Arquette also had supporting roles in Pulp Fiction, Threesome and Bride of Chucky, and she played a Boy George fanatic, George Stitzer, in the Adam Sandler–Drew Barrymore film The Wedding Singer, singing "Do You Really Want to Hurt Me" over and over. Her role as Georgina, a Boy George impersonator, in another Sandler–Barrymore film, Blended, was a reference to that role. In 2001, Arquette returned to New Zealand to play Roman emperor Caligula in two episodes of Xena: Warrior Princess. That same year, Arquette guest starred in the Friends episode "The One with Chandler's Dad", in which she directly interacted with her sister-in-law, Courteney Cox. Also in the same year, she cameoed in Son of the Beach.
In September 2005, VH1 announced Arquette as one of the celebrity house-guests on the 6th season of The Surreal Life. On January 31, 2007, Arquette was a featured celebrity client and guest judge on the première episode of Bravo's reality show Top Design. Arquette also made a cameo appearance in Robbie Williams' She's Madonna video.
Personal life and death
In 2004, Arquette expressed an interest in undergoing formal male-to-female transitioning by the use of hormone treatments and, ultimately sex reassignment surgery, which she realized in 2006, in her late 30s. Those experiences were documented in the film Alexis Arquette: She's My Brother, which debuted at the 2007 Tribeca Film Festival. Arquette was a vocal supporter of transgender people, including Chaz Bono, who transitioned from 2006 to 2008.

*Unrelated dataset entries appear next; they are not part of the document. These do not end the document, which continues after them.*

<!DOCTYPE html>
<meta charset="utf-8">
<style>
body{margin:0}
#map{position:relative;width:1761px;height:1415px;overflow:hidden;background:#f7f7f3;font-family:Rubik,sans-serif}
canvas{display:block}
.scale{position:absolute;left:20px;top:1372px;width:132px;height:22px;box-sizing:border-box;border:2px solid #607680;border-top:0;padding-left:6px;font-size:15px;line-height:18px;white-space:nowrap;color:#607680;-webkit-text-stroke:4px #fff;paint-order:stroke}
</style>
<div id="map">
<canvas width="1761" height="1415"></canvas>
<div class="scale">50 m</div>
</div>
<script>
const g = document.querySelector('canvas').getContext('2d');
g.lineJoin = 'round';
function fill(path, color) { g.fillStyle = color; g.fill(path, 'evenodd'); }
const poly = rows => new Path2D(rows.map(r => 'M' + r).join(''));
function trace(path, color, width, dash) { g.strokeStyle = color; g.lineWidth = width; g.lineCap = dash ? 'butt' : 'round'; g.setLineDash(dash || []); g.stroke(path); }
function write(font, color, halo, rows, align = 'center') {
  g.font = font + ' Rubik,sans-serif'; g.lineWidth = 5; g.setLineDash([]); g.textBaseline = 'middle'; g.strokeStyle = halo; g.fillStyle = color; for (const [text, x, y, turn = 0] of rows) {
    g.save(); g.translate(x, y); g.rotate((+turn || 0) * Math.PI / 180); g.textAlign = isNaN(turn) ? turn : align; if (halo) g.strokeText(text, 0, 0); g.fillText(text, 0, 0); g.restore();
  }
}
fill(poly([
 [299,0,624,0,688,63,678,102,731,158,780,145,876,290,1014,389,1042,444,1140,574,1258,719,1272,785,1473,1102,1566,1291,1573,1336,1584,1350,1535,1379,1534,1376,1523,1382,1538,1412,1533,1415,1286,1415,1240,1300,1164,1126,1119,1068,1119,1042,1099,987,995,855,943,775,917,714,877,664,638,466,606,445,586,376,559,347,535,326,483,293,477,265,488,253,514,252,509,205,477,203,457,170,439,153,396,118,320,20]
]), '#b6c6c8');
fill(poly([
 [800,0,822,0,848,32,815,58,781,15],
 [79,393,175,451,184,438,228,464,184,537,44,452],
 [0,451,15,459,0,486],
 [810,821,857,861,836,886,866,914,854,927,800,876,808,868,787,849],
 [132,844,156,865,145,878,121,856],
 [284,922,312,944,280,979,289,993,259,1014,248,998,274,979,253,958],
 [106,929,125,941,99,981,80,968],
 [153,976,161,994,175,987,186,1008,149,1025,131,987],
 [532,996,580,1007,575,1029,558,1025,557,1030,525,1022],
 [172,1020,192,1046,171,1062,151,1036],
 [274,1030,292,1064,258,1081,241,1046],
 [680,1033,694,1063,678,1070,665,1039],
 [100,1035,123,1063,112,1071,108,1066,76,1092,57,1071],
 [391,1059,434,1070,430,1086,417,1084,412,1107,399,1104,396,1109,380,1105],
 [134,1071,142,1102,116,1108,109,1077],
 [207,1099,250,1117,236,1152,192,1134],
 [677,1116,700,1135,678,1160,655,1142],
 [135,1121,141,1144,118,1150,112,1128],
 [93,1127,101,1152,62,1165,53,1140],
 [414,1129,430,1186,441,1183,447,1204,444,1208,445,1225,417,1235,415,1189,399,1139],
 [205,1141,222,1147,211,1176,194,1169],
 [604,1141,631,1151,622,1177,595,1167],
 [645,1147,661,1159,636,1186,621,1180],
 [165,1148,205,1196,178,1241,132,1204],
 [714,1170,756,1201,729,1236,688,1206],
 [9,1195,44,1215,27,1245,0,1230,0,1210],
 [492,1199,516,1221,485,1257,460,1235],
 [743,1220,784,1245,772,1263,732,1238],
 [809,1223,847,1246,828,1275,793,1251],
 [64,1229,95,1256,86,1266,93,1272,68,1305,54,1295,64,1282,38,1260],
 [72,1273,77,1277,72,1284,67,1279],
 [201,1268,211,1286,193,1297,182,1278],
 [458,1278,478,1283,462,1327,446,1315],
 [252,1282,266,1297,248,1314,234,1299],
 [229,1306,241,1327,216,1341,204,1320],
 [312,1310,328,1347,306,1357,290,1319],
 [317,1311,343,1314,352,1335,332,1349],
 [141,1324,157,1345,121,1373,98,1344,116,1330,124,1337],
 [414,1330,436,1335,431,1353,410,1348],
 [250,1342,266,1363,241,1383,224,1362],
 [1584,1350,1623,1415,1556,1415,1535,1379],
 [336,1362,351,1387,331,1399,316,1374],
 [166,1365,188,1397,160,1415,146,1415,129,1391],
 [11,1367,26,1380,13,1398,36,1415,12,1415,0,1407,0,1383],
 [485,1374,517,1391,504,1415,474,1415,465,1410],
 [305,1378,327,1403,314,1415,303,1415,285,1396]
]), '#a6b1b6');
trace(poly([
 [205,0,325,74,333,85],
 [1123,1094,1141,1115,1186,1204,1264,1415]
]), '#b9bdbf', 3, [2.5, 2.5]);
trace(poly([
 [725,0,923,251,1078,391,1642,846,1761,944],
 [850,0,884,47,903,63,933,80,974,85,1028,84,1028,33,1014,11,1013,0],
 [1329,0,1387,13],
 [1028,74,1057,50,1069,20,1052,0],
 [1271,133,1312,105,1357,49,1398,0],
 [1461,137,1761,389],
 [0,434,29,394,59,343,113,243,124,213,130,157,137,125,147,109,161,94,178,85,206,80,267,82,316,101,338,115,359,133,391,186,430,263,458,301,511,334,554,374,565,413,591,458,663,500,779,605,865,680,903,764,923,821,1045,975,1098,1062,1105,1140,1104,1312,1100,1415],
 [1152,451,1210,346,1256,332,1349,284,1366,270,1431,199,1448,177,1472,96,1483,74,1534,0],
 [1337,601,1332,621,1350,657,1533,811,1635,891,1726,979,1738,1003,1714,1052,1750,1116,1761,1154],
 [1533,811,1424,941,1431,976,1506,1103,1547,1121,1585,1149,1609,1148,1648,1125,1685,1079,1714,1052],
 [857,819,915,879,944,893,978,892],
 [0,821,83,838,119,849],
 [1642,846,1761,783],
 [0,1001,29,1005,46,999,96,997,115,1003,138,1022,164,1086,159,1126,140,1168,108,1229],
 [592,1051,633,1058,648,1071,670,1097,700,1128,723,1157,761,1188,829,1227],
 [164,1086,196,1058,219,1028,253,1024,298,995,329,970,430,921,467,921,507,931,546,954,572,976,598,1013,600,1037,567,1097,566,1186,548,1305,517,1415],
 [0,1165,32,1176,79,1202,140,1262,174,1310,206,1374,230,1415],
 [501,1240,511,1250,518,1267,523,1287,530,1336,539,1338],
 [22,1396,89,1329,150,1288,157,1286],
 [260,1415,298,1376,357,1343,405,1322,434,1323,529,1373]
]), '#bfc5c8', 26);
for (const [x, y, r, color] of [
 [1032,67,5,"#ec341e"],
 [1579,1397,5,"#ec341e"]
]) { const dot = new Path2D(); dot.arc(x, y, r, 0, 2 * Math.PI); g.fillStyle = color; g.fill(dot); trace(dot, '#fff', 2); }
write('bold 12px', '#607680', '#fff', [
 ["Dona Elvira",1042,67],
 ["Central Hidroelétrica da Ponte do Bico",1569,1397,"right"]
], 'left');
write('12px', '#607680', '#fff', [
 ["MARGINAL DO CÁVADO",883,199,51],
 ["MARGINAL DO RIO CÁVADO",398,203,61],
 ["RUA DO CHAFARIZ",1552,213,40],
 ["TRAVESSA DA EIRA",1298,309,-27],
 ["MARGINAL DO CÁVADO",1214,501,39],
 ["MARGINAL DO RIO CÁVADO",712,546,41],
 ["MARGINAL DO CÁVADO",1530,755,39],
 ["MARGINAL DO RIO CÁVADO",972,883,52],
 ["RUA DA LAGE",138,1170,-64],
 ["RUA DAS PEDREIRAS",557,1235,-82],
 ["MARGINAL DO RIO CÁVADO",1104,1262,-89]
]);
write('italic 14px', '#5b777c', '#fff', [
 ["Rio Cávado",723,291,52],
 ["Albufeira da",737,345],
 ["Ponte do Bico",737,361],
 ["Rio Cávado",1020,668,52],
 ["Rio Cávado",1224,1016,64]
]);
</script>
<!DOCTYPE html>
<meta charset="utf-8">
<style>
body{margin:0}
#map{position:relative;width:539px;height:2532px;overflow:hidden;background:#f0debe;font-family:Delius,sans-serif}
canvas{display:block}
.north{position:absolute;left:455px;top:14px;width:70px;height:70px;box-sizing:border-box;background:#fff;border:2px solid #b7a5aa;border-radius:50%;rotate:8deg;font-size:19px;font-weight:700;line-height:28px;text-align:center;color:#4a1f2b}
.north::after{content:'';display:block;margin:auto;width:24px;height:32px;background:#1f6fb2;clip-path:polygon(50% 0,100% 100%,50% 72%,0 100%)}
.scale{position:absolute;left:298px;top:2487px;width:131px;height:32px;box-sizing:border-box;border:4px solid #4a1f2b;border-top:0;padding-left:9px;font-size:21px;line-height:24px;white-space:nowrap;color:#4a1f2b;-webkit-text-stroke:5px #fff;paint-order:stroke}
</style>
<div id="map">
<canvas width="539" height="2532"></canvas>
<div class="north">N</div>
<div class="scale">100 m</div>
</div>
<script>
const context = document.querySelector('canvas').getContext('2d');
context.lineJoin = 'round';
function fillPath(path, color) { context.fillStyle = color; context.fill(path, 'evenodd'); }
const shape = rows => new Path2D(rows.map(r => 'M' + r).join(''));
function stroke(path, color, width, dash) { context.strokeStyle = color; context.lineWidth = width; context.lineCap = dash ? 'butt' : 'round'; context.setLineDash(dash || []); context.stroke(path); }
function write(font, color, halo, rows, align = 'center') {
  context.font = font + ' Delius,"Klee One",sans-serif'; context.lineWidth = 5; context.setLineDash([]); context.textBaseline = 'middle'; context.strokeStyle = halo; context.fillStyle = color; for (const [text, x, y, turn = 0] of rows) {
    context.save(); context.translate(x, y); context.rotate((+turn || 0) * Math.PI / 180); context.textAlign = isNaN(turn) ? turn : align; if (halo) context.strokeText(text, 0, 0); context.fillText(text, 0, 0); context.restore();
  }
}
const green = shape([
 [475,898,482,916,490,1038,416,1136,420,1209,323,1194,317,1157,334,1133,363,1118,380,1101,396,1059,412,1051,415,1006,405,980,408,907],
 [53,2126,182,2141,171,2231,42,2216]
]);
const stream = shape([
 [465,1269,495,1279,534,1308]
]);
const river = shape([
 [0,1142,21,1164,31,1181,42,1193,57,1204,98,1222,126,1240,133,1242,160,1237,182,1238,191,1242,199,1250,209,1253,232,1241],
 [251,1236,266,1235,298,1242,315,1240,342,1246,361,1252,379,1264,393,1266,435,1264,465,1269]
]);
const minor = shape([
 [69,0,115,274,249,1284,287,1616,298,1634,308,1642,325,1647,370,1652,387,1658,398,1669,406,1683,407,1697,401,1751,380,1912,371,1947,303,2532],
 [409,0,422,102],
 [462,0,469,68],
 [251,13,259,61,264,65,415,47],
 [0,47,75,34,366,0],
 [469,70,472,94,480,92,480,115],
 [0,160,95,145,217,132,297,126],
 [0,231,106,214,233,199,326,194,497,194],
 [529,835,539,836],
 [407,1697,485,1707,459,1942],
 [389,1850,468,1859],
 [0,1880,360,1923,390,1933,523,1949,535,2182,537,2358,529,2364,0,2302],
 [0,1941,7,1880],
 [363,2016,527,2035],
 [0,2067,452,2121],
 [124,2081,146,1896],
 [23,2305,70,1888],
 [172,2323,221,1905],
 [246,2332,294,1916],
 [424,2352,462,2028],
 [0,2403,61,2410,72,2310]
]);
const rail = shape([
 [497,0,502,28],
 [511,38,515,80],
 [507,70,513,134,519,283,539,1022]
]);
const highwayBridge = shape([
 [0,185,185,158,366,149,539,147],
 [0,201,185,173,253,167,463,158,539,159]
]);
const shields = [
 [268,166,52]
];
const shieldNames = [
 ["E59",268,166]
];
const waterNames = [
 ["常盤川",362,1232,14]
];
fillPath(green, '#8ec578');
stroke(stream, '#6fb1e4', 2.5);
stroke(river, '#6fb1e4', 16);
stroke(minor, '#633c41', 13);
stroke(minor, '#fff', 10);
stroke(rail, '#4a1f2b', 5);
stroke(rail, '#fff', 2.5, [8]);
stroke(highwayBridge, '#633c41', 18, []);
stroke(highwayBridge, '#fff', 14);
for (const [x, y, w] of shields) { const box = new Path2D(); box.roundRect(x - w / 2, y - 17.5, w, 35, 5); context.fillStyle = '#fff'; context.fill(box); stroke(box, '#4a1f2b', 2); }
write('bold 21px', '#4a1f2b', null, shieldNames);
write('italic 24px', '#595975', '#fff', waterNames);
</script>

In 2013, amid increasing health complications, Alexis began presenting herself as a man again, telling close friend and drag performer Sham Ibrahim that "'Gender is bullshit. Putting on a dress doesn't biologically change anything. Nor does a sex-change.' Arquette told Ibrahim that "sex-reassignment is physically impossible. All you can do is adopt these superficial characteristics but the biology will never change." Robert Dupont, a former boyfriend of Arquette's, also confirmed that Arquette had transitioned back to his male identity prior to his death. Dupont said "My twin brother Richard and I had lunch with him in Santa Monica less than a month [before his death]". According to Dupont, "Alexis had changed over and was living as a man again, and he asked me if I had any clothes I didn’t want that he could wear." After Arquette's death, Dupont and his brother Richard shared pictures showing the activist and actor living as a man.
Arquette was placed in a medically induced coma and died on September 11, 2016, surrounded by close family, at the age of 47. Arquette was serenaded with David Bowie's "Starman". The cause of death was cardiac arrest caused by myocarditis ultimately stemming from HIV, which Arquette had contracted 29 years earlier.